Sur la piste d’un fantôme

Le dernier roman du Sénégalais Mohamed Mbougar Sarr, La plus secrète mémoire des hommes, a été retenu sur les listes de plusieurs prix dont le Goncourt, le Femina, le Renaudot et celui de l’Académie Française… Avec ou sans distinction, il ne sera pas passé inaperçu.

Un jeune écrivain sénégalais Diégane Faye enquête sur un livre qui le fascine : Le Labyrinthe Inhumain d’un mystérieux T.C. Elimane publié en 1938 : « Son livre tenait de la cathédrale et de l’arène ; nous y entrions comme au tombeau d’un dieu et y finissions agenouillés dans notre sang versé en libation au chef-d’œuvre. » La fable originelle parle d’une prophétie. Il était une fois… un roi. La prophétie propose au roi le pouvoir absolu si en échange il offre les cendres des vieillards, ce que le roi accepta. « Il se mit aussitôt à brûler les aînés de son royaume, avant de disperser leurs restes autour de son palais où, bientôt, poussa une forêt, une macabre forêt, qu’on appela le labyrinthe de l’inhumain».
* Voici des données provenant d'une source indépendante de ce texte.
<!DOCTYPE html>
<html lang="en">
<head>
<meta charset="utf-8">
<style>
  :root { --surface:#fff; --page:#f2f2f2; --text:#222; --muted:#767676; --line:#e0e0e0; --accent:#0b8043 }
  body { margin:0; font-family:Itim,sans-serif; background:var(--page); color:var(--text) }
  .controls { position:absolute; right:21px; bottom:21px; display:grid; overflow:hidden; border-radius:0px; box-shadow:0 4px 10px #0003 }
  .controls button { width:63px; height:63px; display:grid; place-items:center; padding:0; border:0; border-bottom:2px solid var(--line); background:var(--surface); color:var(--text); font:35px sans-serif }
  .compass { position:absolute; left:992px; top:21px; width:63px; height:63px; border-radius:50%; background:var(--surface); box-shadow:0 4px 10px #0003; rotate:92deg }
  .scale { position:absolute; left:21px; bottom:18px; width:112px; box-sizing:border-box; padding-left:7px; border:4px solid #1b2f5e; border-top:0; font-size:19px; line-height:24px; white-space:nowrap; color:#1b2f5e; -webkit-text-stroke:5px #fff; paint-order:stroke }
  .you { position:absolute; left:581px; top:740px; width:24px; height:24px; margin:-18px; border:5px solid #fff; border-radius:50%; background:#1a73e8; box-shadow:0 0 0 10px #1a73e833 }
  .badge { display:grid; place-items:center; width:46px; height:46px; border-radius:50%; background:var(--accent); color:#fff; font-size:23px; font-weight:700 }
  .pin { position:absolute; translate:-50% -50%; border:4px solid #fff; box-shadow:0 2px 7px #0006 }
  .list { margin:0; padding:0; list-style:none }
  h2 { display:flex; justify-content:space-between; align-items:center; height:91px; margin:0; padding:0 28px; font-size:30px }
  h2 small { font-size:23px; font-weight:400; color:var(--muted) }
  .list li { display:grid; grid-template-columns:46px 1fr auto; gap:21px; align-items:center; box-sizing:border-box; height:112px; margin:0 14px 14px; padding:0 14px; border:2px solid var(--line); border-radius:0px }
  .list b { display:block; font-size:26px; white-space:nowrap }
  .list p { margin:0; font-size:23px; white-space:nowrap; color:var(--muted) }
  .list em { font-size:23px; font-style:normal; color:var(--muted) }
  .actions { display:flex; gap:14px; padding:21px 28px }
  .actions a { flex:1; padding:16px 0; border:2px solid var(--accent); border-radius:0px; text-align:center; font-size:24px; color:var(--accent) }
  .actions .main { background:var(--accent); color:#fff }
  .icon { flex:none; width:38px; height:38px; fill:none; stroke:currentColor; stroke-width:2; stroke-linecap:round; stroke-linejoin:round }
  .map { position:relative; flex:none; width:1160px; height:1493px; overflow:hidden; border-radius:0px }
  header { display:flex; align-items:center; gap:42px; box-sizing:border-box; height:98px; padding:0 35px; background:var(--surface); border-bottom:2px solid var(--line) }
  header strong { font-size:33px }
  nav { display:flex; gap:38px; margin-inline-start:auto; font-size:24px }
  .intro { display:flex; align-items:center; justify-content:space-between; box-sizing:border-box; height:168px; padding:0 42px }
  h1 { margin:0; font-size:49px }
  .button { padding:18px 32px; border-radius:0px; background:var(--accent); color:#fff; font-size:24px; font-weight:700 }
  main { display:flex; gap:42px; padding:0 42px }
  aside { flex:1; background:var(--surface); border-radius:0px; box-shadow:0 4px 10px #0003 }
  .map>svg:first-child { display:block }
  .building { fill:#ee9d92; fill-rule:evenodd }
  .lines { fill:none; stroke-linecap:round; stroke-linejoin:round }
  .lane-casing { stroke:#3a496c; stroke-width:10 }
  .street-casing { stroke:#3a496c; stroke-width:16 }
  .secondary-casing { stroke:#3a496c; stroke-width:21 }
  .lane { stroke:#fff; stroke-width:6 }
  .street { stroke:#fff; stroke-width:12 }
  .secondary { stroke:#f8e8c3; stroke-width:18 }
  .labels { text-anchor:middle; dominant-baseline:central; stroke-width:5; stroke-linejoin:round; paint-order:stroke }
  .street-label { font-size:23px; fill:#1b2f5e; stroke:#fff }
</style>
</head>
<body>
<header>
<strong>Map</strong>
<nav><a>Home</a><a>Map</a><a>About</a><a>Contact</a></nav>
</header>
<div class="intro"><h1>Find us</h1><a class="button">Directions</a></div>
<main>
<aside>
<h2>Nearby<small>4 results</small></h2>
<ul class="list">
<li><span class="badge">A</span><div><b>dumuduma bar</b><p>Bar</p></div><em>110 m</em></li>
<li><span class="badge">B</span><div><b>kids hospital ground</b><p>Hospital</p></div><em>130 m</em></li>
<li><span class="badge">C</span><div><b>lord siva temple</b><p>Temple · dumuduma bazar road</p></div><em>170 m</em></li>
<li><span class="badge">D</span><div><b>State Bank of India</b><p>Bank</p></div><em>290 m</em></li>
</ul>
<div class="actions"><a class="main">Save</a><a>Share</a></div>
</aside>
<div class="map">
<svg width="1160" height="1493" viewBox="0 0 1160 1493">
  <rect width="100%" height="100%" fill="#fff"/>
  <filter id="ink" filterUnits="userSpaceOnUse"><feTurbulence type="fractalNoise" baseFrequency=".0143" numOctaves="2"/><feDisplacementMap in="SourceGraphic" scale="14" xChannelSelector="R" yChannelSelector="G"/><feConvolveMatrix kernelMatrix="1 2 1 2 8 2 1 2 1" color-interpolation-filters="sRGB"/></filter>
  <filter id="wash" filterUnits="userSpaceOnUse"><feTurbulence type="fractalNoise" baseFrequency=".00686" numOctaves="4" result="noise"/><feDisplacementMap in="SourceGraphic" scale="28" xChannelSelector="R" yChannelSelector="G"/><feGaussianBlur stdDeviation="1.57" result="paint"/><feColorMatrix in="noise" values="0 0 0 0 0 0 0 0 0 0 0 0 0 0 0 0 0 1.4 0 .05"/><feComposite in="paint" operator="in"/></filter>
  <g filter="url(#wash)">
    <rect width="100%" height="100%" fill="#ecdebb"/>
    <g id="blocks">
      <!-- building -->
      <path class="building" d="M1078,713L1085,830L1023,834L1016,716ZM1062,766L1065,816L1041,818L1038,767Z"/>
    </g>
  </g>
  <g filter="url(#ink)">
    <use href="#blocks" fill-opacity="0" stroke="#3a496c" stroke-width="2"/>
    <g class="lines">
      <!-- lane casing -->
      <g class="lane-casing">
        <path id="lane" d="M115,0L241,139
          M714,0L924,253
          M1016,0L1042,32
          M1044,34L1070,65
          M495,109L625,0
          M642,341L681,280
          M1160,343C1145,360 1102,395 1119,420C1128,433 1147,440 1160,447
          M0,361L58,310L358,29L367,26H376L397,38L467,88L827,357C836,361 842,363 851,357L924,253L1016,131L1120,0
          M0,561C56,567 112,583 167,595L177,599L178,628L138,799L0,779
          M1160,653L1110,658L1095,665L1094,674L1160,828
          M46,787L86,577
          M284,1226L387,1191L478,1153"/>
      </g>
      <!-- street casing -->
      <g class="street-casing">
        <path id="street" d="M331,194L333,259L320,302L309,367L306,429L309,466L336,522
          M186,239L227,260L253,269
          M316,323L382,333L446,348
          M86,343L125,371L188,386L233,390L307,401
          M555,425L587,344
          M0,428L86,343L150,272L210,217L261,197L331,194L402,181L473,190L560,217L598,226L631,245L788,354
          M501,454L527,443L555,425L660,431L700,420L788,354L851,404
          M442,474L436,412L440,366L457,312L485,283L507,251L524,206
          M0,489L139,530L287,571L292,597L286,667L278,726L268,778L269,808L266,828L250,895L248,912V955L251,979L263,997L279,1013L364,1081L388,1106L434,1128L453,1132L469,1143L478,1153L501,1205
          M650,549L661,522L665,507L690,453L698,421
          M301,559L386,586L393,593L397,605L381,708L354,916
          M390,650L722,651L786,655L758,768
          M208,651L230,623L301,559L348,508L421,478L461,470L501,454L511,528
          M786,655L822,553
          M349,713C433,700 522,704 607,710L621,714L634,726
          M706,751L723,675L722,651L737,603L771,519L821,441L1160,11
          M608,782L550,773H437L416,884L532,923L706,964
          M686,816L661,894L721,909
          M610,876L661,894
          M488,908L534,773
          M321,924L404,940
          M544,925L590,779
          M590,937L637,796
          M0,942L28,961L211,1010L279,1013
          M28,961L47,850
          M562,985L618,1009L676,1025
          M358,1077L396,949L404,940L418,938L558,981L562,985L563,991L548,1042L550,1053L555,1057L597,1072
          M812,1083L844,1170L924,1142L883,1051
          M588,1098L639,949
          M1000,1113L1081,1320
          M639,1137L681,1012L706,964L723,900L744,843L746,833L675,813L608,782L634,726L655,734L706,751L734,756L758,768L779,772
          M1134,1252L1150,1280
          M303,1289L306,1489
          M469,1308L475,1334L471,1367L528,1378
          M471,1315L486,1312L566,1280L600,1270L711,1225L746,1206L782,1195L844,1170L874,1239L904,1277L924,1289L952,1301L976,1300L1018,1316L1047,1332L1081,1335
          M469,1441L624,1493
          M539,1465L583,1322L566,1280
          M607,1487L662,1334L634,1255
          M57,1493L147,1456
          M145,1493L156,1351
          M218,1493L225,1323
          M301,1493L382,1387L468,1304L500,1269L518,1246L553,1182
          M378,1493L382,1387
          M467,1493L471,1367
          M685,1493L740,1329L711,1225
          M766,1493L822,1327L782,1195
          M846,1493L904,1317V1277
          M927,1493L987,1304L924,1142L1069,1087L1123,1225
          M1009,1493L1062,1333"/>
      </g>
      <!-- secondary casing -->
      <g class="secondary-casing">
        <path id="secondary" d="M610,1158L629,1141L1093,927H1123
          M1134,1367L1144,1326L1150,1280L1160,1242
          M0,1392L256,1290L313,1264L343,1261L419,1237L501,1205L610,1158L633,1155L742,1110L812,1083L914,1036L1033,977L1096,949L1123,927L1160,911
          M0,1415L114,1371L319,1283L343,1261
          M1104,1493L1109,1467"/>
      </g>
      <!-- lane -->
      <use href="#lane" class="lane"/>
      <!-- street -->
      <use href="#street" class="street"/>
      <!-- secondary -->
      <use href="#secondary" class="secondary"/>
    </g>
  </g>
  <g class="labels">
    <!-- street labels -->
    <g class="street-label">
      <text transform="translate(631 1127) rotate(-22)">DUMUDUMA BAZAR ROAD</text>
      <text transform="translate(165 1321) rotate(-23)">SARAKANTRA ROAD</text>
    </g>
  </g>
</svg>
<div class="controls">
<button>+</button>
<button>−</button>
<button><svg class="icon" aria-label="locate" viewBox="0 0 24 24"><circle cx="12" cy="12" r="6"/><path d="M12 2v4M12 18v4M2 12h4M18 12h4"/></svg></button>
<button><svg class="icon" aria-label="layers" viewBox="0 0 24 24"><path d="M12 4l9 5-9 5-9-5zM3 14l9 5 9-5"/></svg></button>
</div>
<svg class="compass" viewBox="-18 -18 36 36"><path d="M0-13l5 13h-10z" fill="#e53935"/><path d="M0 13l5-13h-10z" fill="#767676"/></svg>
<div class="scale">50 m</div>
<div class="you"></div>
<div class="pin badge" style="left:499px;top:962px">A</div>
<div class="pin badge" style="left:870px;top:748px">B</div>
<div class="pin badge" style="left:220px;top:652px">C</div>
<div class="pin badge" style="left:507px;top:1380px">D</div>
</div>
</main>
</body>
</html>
Un imposteur ? Un plagiaire ?
Le chef-d’œuvre fut célébré en son temps mais les critiques soupçonnaient une supercherie, ce pouvait-il qu’un homme de couleur puisse écrire une telle œuvre ? Impossible ! L’auteur disparut après qu’on eut crié à l’imposteur et au plagiat. Cette quête de Diégane Faye, ce Rastignac du Sénégal, venu en France pour suivre ses études, devenu jeune écrivain, lucide sur l’écosystème du milieu littéraire, nous mène à Paris, à Amsterdam, en Argentine, à Dakar et de récits en récits, traverse plusieurs époques, le temps des colonies, la Seconde Guerre mondiale… C’est l’occasion de réflexions sur la littérature, l’amour et l’exil aussi. Et s’il est un domaine où Mohamed Mbougar Sarr, l’auteur de ce roman magistral, se fait un peu moins cabot, c’est bien sur l’exil. « Je ne crois plus simplement à la possibilité du retour : je me suis convaincu de son imminence et persuadé de regagner le temps passé loin des miens. Ces tragiques espérances me font vivre autant qu’elles me tuent : j’affecte de croire que je rentrerai bientôt chez moi, que tout y sera inchangé et que je pourrai rattraper. Le retour qu’on rêve est un roman parfait – un mauvais roman donc. Quelque chose se meurt. Le monde que j’ai quitté a disparu dès que je lui ai tourné le dos. »

Enrica Sartori

A lire : La plus secrète mémoire des hommes, Mohamed Mbougar Sarr, éd. Philippe Rey, 448 p., 22 euros.